Comme nous vous l’expliquons précédemment dans Mème 101, le mème est une forme de communication aisément reproductible émergeant de la culture web.
Le mème : œuvre d’art ?
Chaque déclinaison d’un mème demande un minimum d’imagination. Aussi, certains créateurs de mèmes font valoir que leur création est une œuvre à part entière.
Cette position paraît facile à défendre : des expositions artistiques complètes sont d’ailleurs dédiées aux mèmes.
Or, la communauté juridique n’a pas encore tranché en ce qui concerne la protection des mèmes par la Loi sur le droit d’auteur.
Original le mème ?
Ce qui écorche les yeux des juristes, c’est le concept du mème qui se base sur une image ou une vidéo existante qui sera potentiellement remixée des milliers de fois.
En créant un mème, l’œuvre originale ne change pas vraiment, tout comme l’idée derrière. La créatrice ou le créateur du mème va s’approprier et adapter une idée qui n’est pas la sienne.
Or, au sens de la Loi, pour être considérée comme une œuvre, une création doit être originale. Elle doit faire état du talent et du jugement de son autrice ou de son auteur.
Une simple modification apportée à une image peut-elle accorder le statut d'originalité à œuvre dérivée ?
Droits d’auteur sur l’œuvre source
Une image, une vidéo ou même une phrase sur laquelle se baserait le mème est bien une œuvre originale, reflétant le talent et le jugement de son autrice ou de son auteur.
Reprenons l’exemple de la photo de Bernie Sanders portant des moufles : le photographe détenait bien les droits d’auteur sur l’image originale. Il a cédé son droit d’exploitation à Getty Images qui a signé des licences avec une panoplie d’utilisatrices et d’utilisateurs pour réutiliser l’image en question.

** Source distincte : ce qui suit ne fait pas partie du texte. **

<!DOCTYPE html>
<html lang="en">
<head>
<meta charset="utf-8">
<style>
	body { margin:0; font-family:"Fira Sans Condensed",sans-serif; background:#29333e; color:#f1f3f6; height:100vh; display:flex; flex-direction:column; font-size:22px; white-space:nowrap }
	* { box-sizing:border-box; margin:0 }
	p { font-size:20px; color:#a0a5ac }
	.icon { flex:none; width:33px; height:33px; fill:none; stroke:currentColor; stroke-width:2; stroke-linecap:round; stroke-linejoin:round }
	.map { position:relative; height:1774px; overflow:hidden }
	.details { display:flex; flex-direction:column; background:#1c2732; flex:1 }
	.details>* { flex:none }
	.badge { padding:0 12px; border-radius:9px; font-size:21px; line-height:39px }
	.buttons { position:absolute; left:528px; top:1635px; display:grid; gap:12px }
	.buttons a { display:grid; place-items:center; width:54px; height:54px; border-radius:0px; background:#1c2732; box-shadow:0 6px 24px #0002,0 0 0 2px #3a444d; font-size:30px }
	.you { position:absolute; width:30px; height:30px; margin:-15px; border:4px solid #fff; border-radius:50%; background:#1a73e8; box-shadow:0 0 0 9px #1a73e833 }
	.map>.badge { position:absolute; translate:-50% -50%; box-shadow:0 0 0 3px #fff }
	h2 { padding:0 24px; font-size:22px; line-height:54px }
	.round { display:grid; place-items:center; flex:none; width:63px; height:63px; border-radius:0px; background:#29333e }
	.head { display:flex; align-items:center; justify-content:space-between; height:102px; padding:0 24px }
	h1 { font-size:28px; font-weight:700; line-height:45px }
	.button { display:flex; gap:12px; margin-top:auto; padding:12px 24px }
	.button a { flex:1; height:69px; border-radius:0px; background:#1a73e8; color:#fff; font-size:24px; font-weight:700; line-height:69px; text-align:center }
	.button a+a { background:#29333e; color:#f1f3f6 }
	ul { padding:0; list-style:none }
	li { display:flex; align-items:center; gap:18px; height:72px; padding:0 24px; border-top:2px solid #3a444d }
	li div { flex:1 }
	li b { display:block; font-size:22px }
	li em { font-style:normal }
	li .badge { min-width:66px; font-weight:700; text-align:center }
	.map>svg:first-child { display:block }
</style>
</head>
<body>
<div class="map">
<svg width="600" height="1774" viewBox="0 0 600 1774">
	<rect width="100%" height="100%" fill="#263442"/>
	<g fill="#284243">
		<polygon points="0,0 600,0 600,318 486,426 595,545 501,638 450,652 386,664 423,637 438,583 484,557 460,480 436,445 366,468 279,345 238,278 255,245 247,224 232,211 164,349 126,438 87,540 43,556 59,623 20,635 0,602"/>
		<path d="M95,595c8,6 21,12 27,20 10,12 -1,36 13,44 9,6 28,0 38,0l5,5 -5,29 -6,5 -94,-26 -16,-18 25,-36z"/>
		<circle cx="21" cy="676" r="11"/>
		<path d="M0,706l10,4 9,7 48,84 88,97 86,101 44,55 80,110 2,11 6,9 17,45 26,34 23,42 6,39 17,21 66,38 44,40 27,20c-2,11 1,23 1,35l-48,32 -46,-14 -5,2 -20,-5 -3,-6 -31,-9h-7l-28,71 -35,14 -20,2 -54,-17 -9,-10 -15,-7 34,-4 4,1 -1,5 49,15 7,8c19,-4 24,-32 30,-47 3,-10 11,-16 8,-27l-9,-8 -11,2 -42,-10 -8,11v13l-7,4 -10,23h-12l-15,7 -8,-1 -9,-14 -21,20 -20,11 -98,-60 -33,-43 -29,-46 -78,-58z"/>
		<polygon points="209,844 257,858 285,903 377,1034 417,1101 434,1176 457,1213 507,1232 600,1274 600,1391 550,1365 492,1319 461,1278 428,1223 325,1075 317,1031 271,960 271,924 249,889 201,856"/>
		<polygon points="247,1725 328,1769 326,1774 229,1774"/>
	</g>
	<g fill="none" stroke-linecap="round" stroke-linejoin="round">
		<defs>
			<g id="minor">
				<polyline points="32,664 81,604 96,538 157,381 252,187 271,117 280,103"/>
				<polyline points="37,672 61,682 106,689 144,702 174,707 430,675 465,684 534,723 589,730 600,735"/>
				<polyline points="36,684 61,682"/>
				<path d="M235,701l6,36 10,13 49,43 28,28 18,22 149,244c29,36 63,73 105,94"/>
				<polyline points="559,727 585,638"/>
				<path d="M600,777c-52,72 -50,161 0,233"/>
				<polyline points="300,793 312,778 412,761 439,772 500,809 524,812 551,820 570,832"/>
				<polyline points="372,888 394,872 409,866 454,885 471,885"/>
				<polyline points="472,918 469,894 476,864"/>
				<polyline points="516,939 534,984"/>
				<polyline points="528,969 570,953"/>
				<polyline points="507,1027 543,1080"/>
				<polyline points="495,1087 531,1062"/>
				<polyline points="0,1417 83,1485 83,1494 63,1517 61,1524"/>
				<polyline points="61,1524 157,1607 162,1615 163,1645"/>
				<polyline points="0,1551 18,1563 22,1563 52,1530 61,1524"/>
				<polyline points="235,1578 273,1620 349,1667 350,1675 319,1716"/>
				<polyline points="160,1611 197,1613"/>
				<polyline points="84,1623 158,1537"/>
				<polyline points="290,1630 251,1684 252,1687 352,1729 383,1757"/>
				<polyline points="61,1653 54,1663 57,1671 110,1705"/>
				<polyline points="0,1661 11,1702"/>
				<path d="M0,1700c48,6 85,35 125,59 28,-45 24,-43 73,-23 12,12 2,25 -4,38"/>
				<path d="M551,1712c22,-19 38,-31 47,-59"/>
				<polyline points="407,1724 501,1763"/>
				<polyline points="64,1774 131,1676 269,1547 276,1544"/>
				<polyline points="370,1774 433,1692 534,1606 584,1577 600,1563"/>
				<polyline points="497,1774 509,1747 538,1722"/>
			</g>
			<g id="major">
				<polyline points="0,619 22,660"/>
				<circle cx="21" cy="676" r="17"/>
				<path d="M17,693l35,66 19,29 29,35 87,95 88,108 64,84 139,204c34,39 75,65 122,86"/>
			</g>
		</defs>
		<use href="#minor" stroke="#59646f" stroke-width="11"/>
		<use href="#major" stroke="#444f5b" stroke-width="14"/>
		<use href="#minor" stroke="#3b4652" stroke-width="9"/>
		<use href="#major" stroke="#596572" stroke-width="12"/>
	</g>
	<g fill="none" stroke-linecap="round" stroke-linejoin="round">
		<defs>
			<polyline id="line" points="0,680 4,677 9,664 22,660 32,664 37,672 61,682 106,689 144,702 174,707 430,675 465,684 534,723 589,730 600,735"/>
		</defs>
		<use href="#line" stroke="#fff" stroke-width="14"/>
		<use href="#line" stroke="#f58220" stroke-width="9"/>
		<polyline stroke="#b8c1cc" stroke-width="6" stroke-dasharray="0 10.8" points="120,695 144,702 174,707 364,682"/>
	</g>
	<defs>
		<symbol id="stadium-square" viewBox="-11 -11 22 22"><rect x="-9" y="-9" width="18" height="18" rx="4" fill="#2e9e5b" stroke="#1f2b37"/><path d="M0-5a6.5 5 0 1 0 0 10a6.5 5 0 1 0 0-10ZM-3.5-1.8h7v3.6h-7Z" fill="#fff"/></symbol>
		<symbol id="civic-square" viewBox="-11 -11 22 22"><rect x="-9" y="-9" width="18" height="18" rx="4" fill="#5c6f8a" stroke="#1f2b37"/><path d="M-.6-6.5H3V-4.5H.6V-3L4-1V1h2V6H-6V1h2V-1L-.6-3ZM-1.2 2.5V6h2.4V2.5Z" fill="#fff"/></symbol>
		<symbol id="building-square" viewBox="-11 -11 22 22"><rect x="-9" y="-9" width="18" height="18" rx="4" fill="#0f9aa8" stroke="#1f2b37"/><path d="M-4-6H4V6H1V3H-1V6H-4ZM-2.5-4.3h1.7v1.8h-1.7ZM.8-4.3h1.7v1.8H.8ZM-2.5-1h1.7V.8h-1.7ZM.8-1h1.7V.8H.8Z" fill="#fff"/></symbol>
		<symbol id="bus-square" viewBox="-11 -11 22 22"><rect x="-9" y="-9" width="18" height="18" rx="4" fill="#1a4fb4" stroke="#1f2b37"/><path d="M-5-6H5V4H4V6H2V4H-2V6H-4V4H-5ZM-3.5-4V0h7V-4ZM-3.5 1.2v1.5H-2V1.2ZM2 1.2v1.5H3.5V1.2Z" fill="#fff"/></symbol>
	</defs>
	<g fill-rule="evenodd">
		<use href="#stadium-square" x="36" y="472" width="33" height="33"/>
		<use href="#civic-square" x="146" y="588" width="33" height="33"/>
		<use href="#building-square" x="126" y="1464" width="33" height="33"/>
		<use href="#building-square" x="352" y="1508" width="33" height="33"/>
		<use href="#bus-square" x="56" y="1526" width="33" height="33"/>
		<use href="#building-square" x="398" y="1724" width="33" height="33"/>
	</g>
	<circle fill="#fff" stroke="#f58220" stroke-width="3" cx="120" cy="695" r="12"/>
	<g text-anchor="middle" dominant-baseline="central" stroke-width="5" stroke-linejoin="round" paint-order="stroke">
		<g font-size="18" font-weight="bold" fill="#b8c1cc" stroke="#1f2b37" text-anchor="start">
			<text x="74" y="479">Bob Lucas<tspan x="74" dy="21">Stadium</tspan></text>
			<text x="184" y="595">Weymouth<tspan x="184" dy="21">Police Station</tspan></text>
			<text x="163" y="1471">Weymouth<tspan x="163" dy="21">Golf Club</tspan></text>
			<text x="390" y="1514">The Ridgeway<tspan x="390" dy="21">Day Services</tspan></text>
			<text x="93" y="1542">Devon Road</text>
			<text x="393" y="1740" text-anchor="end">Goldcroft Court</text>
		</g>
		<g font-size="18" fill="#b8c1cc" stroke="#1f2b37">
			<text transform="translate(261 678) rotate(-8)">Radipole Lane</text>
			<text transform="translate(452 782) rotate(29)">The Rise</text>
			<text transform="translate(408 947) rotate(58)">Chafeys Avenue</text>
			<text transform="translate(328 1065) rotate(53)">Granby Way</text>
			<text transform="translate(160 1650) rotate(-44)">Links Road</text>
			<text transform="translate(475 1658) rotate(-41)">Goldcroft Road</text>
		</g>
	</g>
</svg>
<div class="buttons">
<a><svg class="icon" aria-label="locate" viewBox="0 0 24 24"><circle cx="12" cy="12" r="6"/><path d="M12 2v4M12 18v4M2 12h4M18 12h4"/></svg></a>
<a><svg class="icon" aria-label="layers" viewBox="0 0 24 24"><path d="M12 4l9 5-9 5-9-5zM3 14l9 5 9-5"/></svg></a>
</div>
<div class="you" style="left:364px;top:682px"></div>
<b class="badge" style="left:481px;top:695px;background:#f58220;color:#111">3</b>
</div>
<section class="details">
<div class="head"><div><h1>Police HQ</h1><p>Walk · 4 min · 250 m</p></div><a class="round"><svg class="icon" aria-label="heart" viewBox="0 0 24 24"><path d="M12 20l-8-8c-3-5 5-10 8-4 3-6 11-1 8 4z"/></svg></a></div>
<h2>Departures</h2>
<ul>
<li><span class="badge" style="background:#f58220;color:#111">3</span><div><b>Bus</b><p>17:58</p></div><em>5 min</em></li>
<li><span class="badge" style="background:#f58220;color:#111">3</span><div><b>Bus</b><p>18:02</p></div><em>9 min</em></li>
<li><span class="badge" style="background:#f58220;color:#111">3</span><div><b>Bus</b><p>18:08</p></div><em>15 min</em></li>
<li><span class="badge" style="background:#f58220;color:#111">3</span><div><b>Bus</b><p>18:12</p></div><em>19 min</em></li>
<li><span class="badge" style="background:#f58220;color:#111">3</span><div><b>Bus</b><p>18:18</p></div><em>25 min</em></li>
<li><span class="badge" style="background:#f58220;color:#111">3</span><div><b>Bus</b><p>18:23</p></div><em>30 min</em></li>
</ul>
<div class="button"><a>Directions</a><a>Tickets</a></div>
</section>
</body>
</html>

Cependant, il est impossible pour une entreprise, même aussi grande que Getty Images, d’assurer que l’ensemble des utilisatrices et des utilisateurs du web respectent ces licences, ainsi que le droit d’auteur de la photo de Bernie Sanders.

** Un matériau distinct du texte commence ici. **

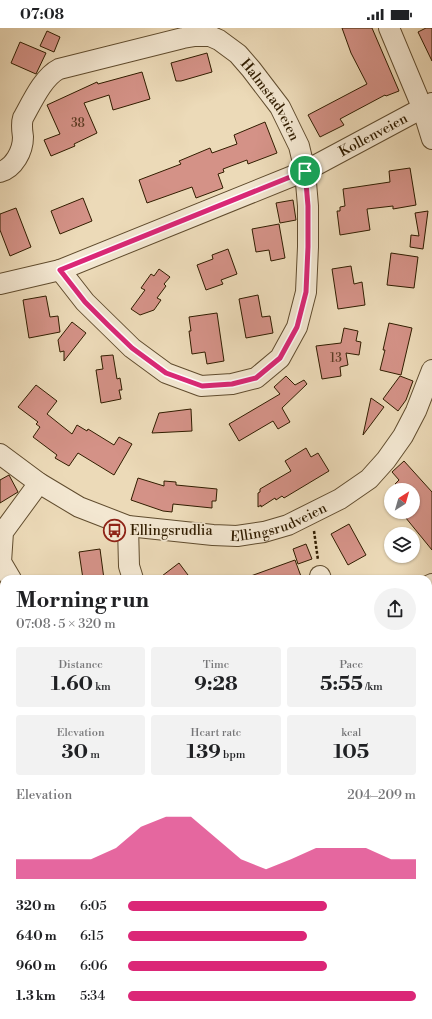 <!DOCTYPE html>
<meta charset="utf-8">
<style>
:root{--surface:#fff;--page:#f2f2f2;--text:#202124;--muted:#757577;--accent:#db2777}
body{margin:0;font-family:"Libre Bodoni",serif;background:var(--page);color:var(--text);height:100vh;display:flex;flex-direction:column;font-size:15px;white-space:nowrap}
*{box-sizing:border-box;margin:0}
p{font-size:13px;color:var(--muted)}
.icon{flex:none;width:22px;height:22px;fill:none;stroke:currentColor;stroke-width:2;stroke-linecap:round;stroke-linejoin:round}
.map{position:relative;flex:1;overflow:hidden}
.side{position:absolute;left:0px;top:547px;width:432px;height:444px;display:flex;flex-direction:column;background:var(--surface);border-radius:12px 12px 0 0;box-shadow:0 1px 3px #0004}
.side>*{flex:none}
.needle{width:26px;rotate:37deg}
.tools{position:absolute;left:384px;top:455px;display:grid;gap:8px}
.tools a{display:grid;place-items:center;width:36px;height:36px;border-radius:50%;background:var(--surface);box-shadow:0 1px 3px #0004;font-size:20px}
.pin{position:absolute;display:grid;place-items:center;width:34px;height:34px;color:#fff;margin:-17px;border:2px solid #fff;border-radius:50%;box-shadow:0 1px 4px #0007}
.round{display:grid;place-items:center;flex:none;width:42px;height:42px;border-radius:21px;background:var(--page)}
.headline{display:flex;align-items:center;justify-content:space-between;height:68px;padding:0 16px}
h1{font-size:22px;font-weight:700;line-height:30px}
.figures{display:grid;grid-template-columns:repeat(3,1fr);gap:6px;height:68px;padding:4px 16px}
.figures div{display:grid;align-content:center;border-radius:4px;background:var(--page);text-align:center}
.figures b{font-size:20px;font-weight:700}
.figures small{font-size:11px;font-weight:400}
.figures p{font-size:11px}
.chart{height:112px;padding:8px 16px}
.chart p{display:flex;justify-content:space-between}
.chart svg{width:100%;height:72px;margin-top:4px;fill:var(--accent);opacity:.7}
ul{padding:0 16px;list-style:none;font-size:13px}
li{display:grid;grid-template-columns:64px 48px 1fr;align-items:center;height:30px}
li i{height:10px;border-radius:5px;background:var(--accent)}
.status{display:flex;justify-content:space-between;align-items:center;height:28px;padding:0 20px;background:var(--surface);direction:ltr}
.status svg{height:11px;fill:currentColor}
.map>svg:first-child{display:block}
</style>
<div class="status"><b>07:08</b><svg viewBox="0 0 49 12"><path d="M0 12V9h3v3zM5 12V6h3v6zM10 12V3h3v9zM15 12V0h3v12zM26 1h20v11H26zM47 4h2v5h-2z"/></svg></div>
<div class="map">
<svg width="432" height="991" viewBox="0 0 432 991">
<rect width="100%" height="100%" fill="#ecdab8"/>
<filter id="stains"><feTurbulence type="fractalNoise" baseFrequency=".005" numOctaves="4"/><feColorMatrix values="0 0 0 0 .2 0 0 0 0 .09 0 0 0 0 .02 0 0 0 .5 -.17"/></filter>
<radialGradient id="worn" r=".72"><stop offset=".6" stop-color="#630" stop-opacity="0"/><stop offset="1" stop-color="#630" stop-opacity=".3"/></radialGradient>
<g fill="#b3c192" stroke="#726f49">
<polygon points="0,671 4,674 4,813 0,807"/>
<polygon points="4,895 4,987 410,987 415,991 0,991 0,897"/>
</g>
<g fill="#d49287" stroke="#311d00">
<polygon points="342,0 372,0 399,63 386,68 385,67 340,91 344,97 320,109 308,87 367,56 351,25"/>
<polygon points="426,0 432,0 432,33 418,4"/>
<polygon points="47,3 60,9 54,24 40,18"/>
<polygon points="20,14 46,25 36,46 11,35"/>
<polygon points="207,25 212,44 181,53 176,53 171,35"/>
<polygon points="142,44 150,71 113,82 109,67 84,75 97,105 74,116 75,118 51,128 44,112 60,106 47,77 97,54 98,56"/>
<polygon points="265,94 277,125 248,136 247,132 223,141 224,144 218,146 223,160 196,170 192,159 147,175 139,152 181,136 179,133 210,120 212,125 237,116 234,107"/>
<polygon points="410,140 416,177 393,181 393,178 367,181 370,202 340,207 337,183 340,183 340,179 345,178 343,161 390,154 389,143"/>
<polygon points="83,170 92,193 60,206 51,183"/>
<polygon points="293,172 296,192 280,195 276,175"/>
<polygon points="16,180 31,219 10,228 0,202 0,186"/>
<polygon points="428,183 423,221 410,219 411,207 419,208 415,185"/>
<polygon points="279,196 285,230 271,233 269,222 256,224 252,201"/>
<polygon points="228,221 237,246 221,252 223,256 206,262 197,237 213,231 212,227"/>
<polygon points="391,225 418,229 414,260 387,257"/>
<polygon points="351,238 354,256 362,254 365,277 338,281 332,241"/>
<polygon points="159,241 170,249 164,256 166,258 157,270 161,272 154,282 140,287 131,281 145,262 141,260 151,246 154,248"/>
<polygon points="258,267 262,289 270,288 273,305 246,310 239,271"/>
<polygon points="46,268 50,289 58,288 60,304 29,310 23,272"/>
<polygon points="217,285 224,333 207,336 205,324 192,326 189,303 191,303 189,289"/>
<polygon points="72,294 86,305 64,333 64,323 60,324 58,312"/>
<polygon points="389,295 412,300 401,347 380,342 385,322 383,322"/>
<polygon points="344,300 358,303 356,313 361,314 359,327 346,325 348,337 340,339 341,348 322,351 316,318 341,315"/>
<polygon points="113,327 117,351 120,350 122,362 119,362 121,371 101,375 96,342 103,341 101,328"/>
<polygon points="286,348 295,357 304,352 307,356 282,380 290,394 278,401 273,393 239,413 229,396 280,366 274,359"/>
<polygon points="400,348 413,353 406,372 398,383 383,371"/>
<polygon points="36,357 57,373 47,386 72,406 77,397 87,403 88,401 114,417 119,409 132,416 114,447 78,425 69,438 55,430 57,427 33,409 40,399 36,396 38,394 18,379"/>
<polygon points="371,370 384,379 363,407"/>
<polygon points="191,381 192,403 152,405 159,385"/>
<polygon points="306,420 311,429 318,425 329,443 284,470 282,468 276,472 275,470 261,479 261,477 258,479 258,465 260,464 260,461 291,443 285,433"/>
<polygon points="404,433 432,464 432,522 401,484 413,484 413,462 399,462 400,461 395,456 399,452 392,444"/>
<polygon points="9,447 18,464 0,475 0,452"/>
<polygon points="138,450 164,458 164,453 176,454 176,457 217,461 216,473 212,473 212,480 173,476 172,484 163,483 131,472"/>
<polygon points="349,496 366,527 348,537 331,506"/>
<polygon points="306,516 312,531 298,536 293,521"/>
<polygon points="100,521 104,551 83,551 79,524"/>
<polygon points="295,532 302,551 248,551 248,549"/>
<polygon points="179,535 191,551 158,551"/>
</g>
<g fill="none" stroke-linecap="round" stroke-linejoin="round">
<defs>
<g id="minor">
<polyline points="389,0 422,79 432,111"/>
<path id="s1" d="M0 144C14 140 23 123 23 109 22 102 21 96 23 90 32 74 43 49 59 41L183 10 195 8H210L219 12 238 26 251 41 280 79 299 118 305 143 308 178V219L306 264 297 299 280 330 256 350 232 356 201 358 166 345 132 320 85 274 60 242"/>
<path id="s2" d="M0 256 60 242 305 143 432 75"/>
<path id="s3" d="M0 426 39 455 79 479 128 498 213 507 237 508 264 504 288 497 340 471 369 451 386 432 403 408 416 383 432 342"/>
<polyline points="128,498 129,538 133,551"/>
<polyline points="320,548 321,551"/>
<polyline points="11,551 1,534 3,504 39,455"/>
<polyline points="428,558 432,556"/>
<polyline points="428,737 432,737"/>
<polyline points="428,888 432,888"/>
</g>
</defs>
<use href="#minor" stroke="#604c2e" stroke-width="22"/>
<g stroke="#311d00" stroke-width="2.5" stroke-dasharray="3 2" stroke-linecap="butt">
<polyline points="314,503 318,532"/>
<polyline points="73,991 73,987"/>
<polyline points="239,991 240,987"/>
</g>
<use href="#minor" stroke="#f3e7d1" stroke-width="20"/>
</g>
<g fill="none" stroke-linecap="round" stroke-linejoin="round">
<defs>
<polygon id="route" points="305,143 308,178 308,219 306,264 297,299 280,330 256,350 232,356 202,358 166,345 132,320 108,297 85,274 60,242"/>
</defs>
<use href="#route" stroke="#fff" stroke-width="8"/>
<use href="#route" stroke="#db2777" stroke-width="5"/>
</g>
<defs>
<symbol id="bus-ring" viewBox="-11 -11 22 22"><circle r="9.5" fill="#f3e7d1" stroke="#8f2418" stroke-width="1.5"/><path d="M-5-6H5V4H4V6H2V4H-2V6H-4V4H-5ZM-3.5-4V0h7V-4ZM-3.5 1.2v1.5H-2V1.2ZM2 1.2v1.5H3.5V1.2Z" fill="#8f2418"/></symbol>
</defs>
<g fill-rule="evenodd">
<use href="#bus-ring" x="102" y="490" width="25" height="25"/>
</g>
<g text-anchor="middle" stroke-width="3.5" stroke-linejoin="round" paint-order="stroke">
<g font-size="12" fill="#5a3a22">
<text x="78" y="99">38</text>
<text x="336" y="334">13</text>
</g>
<g font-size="14" fill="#311d00" stroke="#f3e7d1">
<text dy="5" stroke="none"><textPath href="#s1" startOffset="370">Halmstadveien</textPath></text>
<text dy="5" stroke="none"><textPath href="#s2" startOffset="403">Kollenveien</textPath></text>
<text dy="5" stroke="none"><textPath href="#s3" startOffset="301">Ellingsrudveien</textPath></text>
</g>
<g font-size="14" fill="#311d00" stroke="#f3e7d1" text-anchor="start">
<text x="130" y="507">Ellingsrudlia</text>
</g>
</g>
<rect width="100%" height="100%" filter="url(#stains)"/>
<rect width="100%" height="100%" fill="url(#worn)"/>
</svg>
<div class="tools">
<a><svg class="needle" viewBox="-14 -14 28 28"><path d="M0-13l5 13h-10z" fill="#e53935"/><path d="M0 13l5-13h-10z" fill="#757577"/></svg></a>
<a><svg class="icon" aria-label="layers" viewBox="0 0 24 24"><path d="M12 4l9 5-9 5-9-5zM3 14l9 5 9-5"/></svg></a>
</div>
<div class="pin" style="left:305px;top:143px;background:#1e9e55"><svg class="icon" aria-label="arrive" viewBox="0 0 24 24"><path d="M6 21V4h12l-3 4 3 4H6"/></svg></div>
<section class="side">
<div class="headline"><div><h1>Morning run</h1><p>07:08 · 5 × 320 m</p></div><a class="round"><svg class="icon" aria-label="share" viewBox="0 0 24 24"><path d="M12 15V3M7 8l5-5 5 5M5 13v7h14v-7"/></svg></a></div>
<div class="figures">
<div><p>Distance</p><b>1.60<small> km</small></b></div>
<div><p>Time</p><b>9:28</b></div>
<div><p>Pace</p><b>5:55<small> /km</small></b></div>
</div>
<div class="figures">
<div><p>Elevation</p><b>30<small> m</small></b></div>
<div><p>Heart rate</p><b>139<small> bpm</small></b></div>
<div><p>kcal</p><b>105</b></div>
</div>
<div class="chart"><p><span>Elevation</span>204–209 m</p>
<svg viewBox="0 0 160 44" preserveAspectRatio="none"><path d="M0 44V32L10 32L20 32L30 32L40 25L50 12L60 6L70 6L80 19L90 32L100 38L110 32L120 25L130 25L140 25L150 32L160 32V44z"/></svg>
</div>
<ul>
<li><b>320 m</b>6:05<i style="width:69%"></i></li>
<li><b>640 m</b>6:15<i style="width:62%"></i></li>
<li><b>960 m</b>6:06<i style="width:69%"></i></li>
<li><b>1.3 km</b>5:34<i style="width:100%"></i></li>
</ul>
</section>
</div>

Protéger son œuvre à l’ère des mèmes
N’est-ce pas problématique qu’une image puisse être reprise sur le web et ne pas faire l’objet de contrats de licence auprès de milliards d’internautes ?
La Loi sur le droit d’auteur tente d’arriver à une sorte de compromis entre les droits des créatrices et des créateurs et la liberté d’expression des utilisatrices et des utilisateurs d’Internet.
Dans la Loi, ce compromis prend la forme d’une exception nommée « utilisation équitable ».
*Attention ! L'utilisation équitable est une notion complexe, non quantifiable, qui demande un processus d'analyse au cas par cas en fonction des circonstances. Elle ne peut donc se traduire en une politique uniforme.
Concrètement, les autrices et les auteurs voient donc leurs droits sur leurs œuvres limités par l’utilisation équitable.
À la lumière de cet enjeu, l’ayant droit de l’œuvre originale se retrouve à devoir séparer le bon grain de l’ivraie : identifier qui utilise l’image à des fins qui ne lui conviennent pas et décider d’intenter des recours juridiques ou non.